Fueling public companies, serving investors
So why is the human equation so vital to public companies? Let’s take liquidity as an example. It’s vital to the success of any listed company. NEO’s combination of technology and a unique market-making program – further combined with our trading model – ensures stable and robust liquidity throughout the trading day, reduces unwarranted volatility, and subsequently boosts market confidence.
But what our technology actually does is provide a useful way to strengthen the trust between investors and public companies by introducing more integrity and transparency into our market. We’ve layered a human quality into our technology to create a fair market where investors and companies can raise capital to grow.
Access to market data is equally important. The rapid rise in data collection technology has yielded mountains of useful information. Some exchanges choose to sell it at exorbitant fees. We choose to provide real-time market data for all NEO-listed securities, for free. This gives everyone the opportunity to see a more complete view of listed issuers, and make better-informed trading decisions.
Although important, it’s not the technology and how we utilize it that’s important. It’s the ability to arm people with the tools they need to make better decisions and build stronger relationships that matters.
Technology can’t replace storytelling
We also can’t lose sight of what really gets investors to stop and pay attention to a company: the narrative that underpins any successful public company. This story conveys the vision, the path to growth and a way for investors to play a role in it – and ultimately profit from it.
PwC recently published a post that stressed its importance of the equity story in any IPO. The author, Daniel Klausner, Managing Director, Capital Markets Advisory Leader, PwC Deal, states that “aligning the equity message both internally and externally may provide incremental clarity and vision for employees during the IPO process, produce a common theme for recruiting and retaining top talent and ultimately facilitate a consistent and clearer articulation of the company’s value proposition to investors and/or potential acquirers.”
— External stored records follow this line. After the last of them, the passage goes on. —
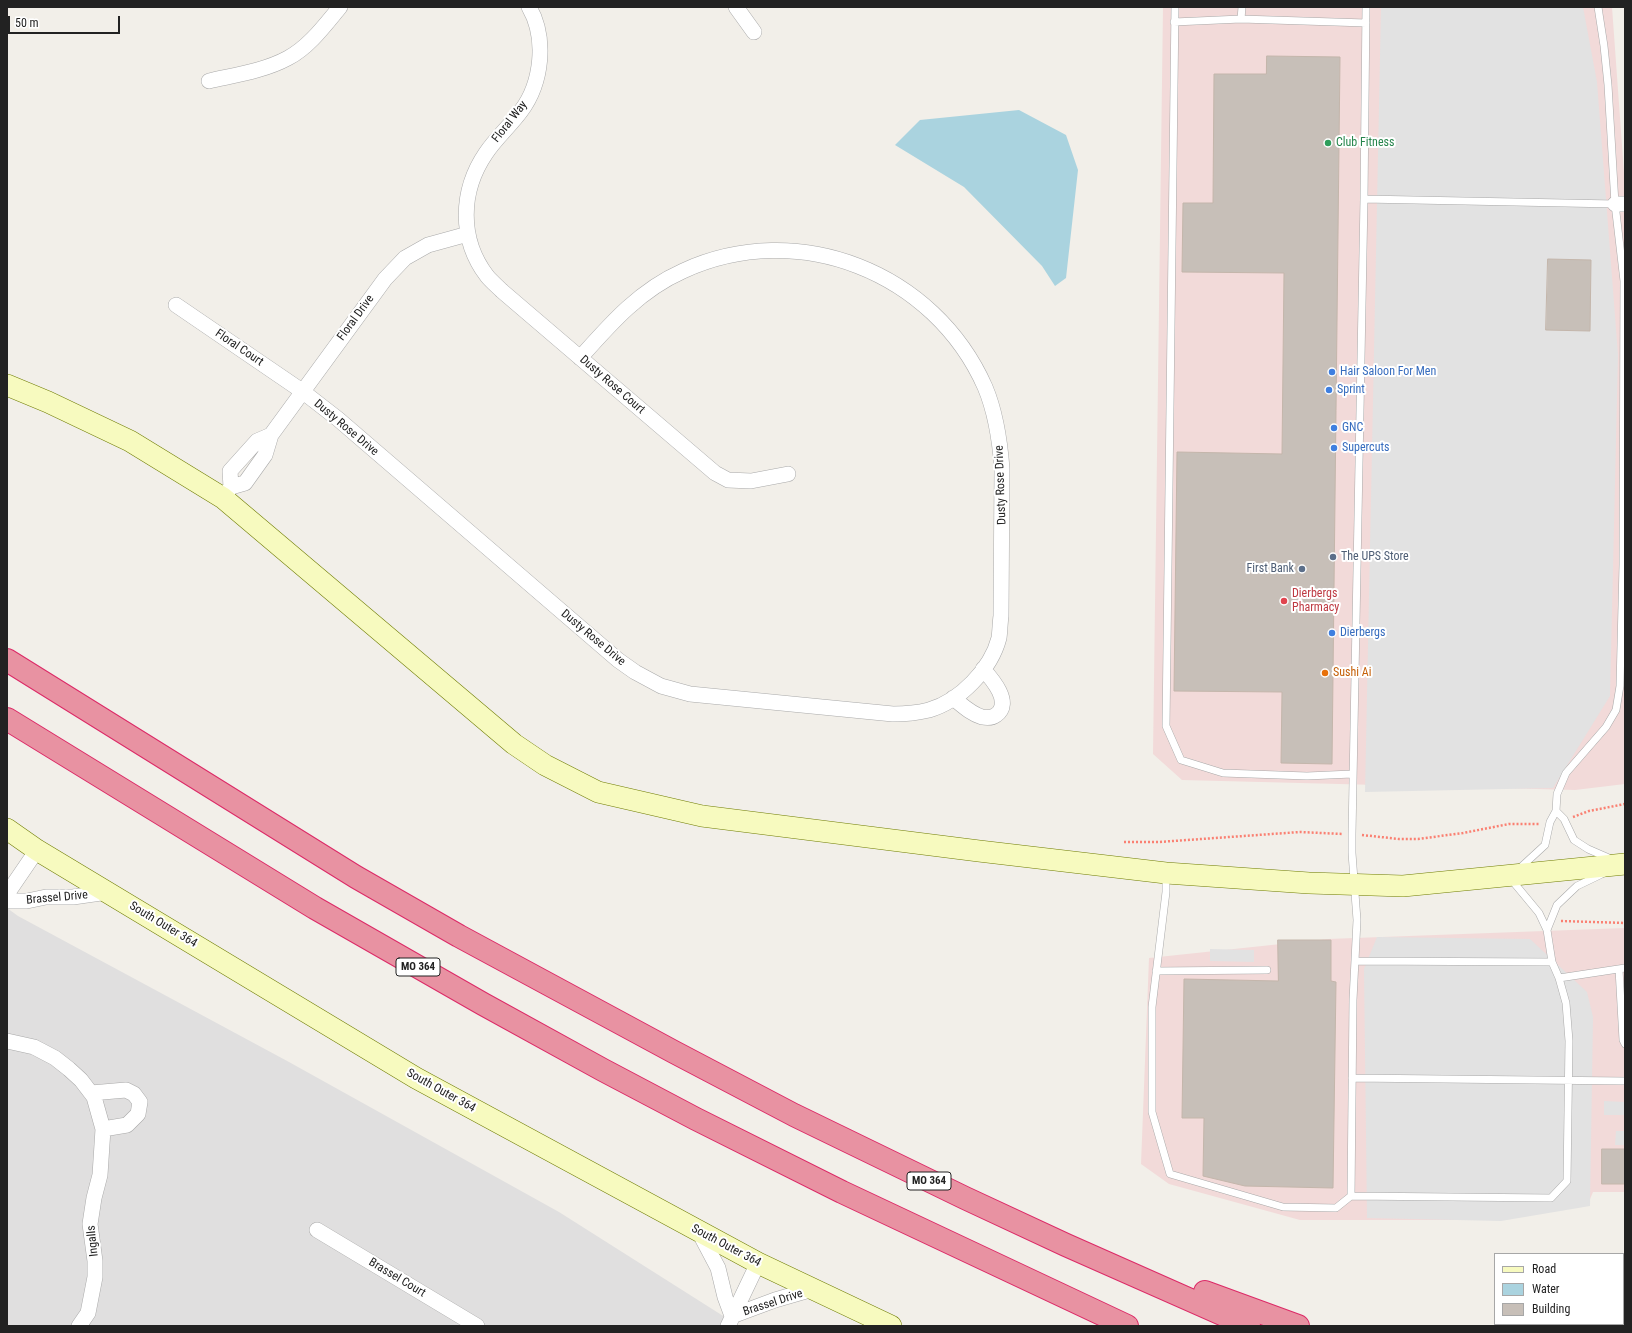 <!DOCTYPE html>
<html>
<head>
<meta charset="utf-8">
<style>
  body { margin:0 }
  #map { position:relative; width:1632px; height:1333px; overflow:hidden; background:#f2efe9; font-family:"Roboto Condensed",sans-serif }
  canvas { display:block }
  .frame { position:absolute; inset:0; border:8px solid #222; pointer-events:none }
  .legend { position:absolute; left:1494px; top:1253px; width:130px; height:72px; box-sizing:border-box; background:#fff; border:1px solid #a7a7a7; margin:0; padding:5px 7px; list-style:none; font-size:12px; color:#222 }
  .legend li { display:flex; align-items:center; gap:8px; height:20px }
  .legend b { width:20px; border:1px solid #a7a7a7 }
  .scale { position:absolute; left:8px; top:16px; width:112px; height:18px; box-sizing:border-box; border:2px solid #222; border-top:0; padding-left:5px; font-size:12px; line-height:14px; white-space:nowrap; color:#222; -webkit-text-stroke:3px #fff; paint-order:stroke }
</style>
</head>
<body>
<div id="map">
<canvas width="1632" height="1333"></canvas>
<div class="frame"></div>
<ul class="legend">
<li><b style="height:5px;background:#f7fabf"></b>Road</li>
<li><b style="height:11px;background:#aad3df"></b>Water</li>
<li><b style="height:11px;background:#c7bfb8"></b>Building</li>
</ul>
<div class="scale">50 m</div>
</div>
<script>
const g = document.querySelector('canvas').getContext('2d');
g.lineJoin = 'round';
function paint(path, color) {
  g.fillStyle = color;
  g.fill(path, 'evenodd');
}
function trace(path, color, width, dash) {
  g.strokeStyle = color;
  g.lineWidth = width;
  g.lineCap = dash ? 'butt' : 'round';
  g.setLineDash(dash || []);
  g.stroke(path);
}
function label(font, color, halo, rows, align = 'center') {
  g.font = font + ' "Roboto Condensed",sans-serif';
  g.lineWidth = 4;
  g.setLineDash([]);
  g.textBaseline = 'middle';
  g.strokeStyle = halo;
  g.fillStyle = color;
  for (const [text, x, y, turn = 0] of rows) {
    g.save();
    g.translate(x, y);
    g.rotate((+turn || 0) * Math.PI / 180);
    g.textAlign = isNaN(turn) ? turn : align;
    if (halo) g.strokeText(text, 0, 0);
    g.fillText(text, 0, 0);
    g.restore();
  }
}
paint(new Path2D(`
  M7 908 18 916 289 1062 559 1212 739 1326H7Z`), '#e0dfdf');
paint(new Path2D(`
  M1163 7H1612L1625 187V784L1575 790 1182 780 1153 754Z
  M1625 928V1192H1593L1588 1204 1501 1220H1300L1169 1184 1141 1164 1149 958 1328 939Z`), '#f2dad9');
paint(new Path2D(`
  M1381 7H1583L1597 82 1618 355 1610 696 1553 788 1365 792Z
  M1377 937 1530 939 1587 992 1593 1017 1590 1206 1501 1221 1367 1218 1364 969Z
  M1210 949 1254 950V962L1210 961Z
  M1604 1101 1625 1102V1115H1604Z
  M1616 1131H1625V1145H1615Z`), '#e2e2e2');
paint(new Path2D(`
  M1019 110 1066 135 1078 170 1066 278 1055 286 1042 266 964 187 895 145 920 120Z`), '#aad3df');
const building = new Path2D(`
  M1267 56 1340 57 1332 764 1281 763 1282 692 1174 691 1177 452 1282 454 1284 273 1182 272 1183 203H1213L1214 74H1266Z
  M1548 259 1591 260 1590 331 1546 330Z
  M1278 940H1331V981L1336 982 1333 1188 1245 1186 1203 1176 1204 1118H1182L1184 979 1278 981Z
  M1602 1149H1625V1184H1602Z`);
paint(building, '#c7bfb8');
trace(building, '#c4b6ab', 1);
const lane = new Path2D(`
  M1175 7 1166 726 1181 760 1223 773 1307 776 1352 774
  M1241 19 1242 7
  M1174 22 1241 19 1366 23
  M1364 199 1615 204
  M1556 811 1564 819 1574 840 1588 849 1611 859
  M1520 868 1545 845 1550 822 1556 811 1557 794 1566 773 1606 727 1616 710 1620 686 1623 565 1624 281 1615 204 1608 85 1604 46 1598 7
  M1166 875V892L1152 1007V1112L1170 1174 1283 1207 1336 1208 1351 1196 1551 1198 1567 1181 1569 1041 1566 1003 1559 978 1552 962 1547 930 1539 913 1510 878
  M1547 930 1557 905 1577 886 1604 873
  M1355 961 1552 962
  M1619 969 1623 1040 1625 1044
  M1156 971 1267 970
  M1559 978 1625 968
  M1352 1078 1625 1081
  M1351 1196 1353 1000 1357 920 1352 853V834L1364 199 1366 7`);
const street = new Path2D(`
  M529 7C547 38 542 83 521 111 510 126 496 138 486 153 460 191 459 239 487 276 491 281 497 286 502 291L715 473 728 480 751 481 788 474
  M736 7 754 32
  M209 81C235 75 264 71 288 58 309 47 325 25 340 7
  M1615 204H1625
  M176 305 302 391 338 419 618 660 635 672 661 686 690 694 893 714C905 714 917 713 929 710 960 701 991 669 999 638 1000 631 1000 623 1001 616L1002 469C1000 441 996 413 985 387 934 272 798 218 683 271 640 290 611 323 580 358
  M231 487 230 471 257 441 271 435
  M223 498 231 487 245 483 265 455 271 435 385 279 405 258 428 245 468 234
  M953 698C962 705 971 714 982 717 987 718 992 718 996 715 1013 703 992 679 983 669
  M7 894 37 850
  M7 901H27L46 897H73L108 892
  M7 1041 34 1047 55 1058 69 1069 81 1080 94 1097 103 1129 100 1175 94 1198 90 1224 95 1261V1277L88 1313 79 1326
  M91 1093 126 1090 134 1094 140 1102 138 1114 127 1125 103 1129
  M317 1230 477 1326
  M699 1232 718 1268 725 1297 732 1316 775 1300 813 1289
  M728 1326 758 1263`);
const secondary = new Path2D(`
  M7 385 48 402 130 441 223 498 514 744 545 765 598 792 702 816 979 851 1166 873 1309 883 1403 886 1625 864
  M7 829 37 850 416 1078 758 1263 891 1326`);
const highway = new Path2D(`
  M7 660 356 877 459 936 674 1052 794 1115 965 1198 1066 1245 1249 1326
  M7 719 315 908 483 1004 603 1070 696 1119 842 1192 1127 1326
  M1205 1292 1298 1326`);
trace(lane, '#a9a9a9', 8);
trace(street, '#a9a9a9', 16);
trace(secondary, '#707d05', 22);
trace(highway, '#dc2a67', 24);
trace(new Path2D(`
  M1573 817 1589 811 1625 804
  M1362 835 1399 839H1418L1463 833 1509 824H1539
  M1124 842H1159L1300 832 1343 834
  M1561 921 1625 923`), '#fa8072', 2.5, [2, 2]);
trace(lane, '#fff', 7);
trace(street, '#fff', 15);
trace(secondary, '#f7fabf', 21);
trace(highway, '#e892a2', 22);
for (const [x, y, r, color] of [
  [1328,143,4,"#2e9e5b"],
  [1332,372,4,"#3f7fe0"],
  [1329,390,4,"#3f7fe0"],
  [1334,428,4,"#3f7fe0"],
  [1334,448,4,"#3f7fe0"],
  [1333,557,4,"#5c6f8a"],
  [1302,569,4,"#5c6f8a"],
  [1284,601,4,"#e0444e"],
  [1332,633,4,"#3f7fe0"],
  [1325,673,4,"#e8710a"]
]) {
  const dot = new Path2D();
  dot.arc(x, y, r, 0, 2 * Math.PI);
  g.fillStyle = color;
  g.fill(dot);
  trace(dot, '#fff', 1.5);
}
for (const [x, y, w] of [
  [418,967,44],
  [929,1181,44]
]) {
  const box = new Path2D();
  box.roundRect(x - w / 2, y - 9, w, 18, 3);
  g.fillStyle = '#fff';
  g.fill(box);
  trace(box, '#222', 1);
}
label('bold 11px', '#222', null, [
  ["MO 364",418,967],
  ["MO 364",929,1181]
]);
label('12px', '#222', '#fff', [
  ["Floral Way",510,122,-52],
  ["Floral Drive",356,318,-54],
  ["Floral Court",239,348,34],
  ["Dusty Rose Court",612,385,41],
  ["Dusty Rose Drive",346,428,40],
  ["Dusty Rose Drive",1001,485,-92],
  ["Dusty Rose Drive",593,638,40],
  ["Brassel Drive",57,898,-5],
  ["South Outer 364",163,925,31],
  ["South Outer 364",441,1091,29],
  ["Ingalls",93,1241,-96],
  ["South Outer 364",726,1246,28],
  ["Brassel Court",397,1278,31],
  ["Brassel Drive",773,1303,-18]
]);
label('12px', '#27864d', '#fff', [
  ["Club Fitness",1336,143]
], 'left');
label('12px', '#366cbe', '#fff', [
  ["Hair Saloon For Men",1340,372],
  ["Sprint",1337,390],
  ["GNC",1342,428],
  ["Supercuts",1342,448],
  ["Dierbergs",1340,633]
], 'left');
label('12px', '#4e5e75', '#fff', [
  ["The UPS Store",1341,557],
  ["First Bank",1294,569,"right"]
], 'left');
label('12px', '#be3a42', '#fff', [
  ["Dierbergs",1292,594],
  ["Pharmacy",1292,608]
], 'left');
label('12px', '#c56008', '#fff', [
  ["Sushi Ai",1333,673]
], 'left');
</script>
</body>
</html>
Starting a company involves a lot of passion. So does growing it, seeing it through the good times and bad. The feeling of elation and anxiety on listing day is no different. Investors will look at your numbers, but they also want to hear your story, and the steady march of innovation has made it possible to send that story far and wide.
At NEO, we help you make these important decisions by working with you directly, and connecting you with our network of legal, financial and consulting partners who can help you define your story and assess your best path forward.
Our industry looks far different today than it did 10 years ago, and much of that is a result of technological innovation and disruption. But as we evolve, we simply can’t lose the human element and blindly embrace technology without thoughtful consideration. Technological innovation and disruption works best when it creates closer bonds between people, not replace them.
That is the path that we, at NEO, have followed since day one and that are committed to going forward.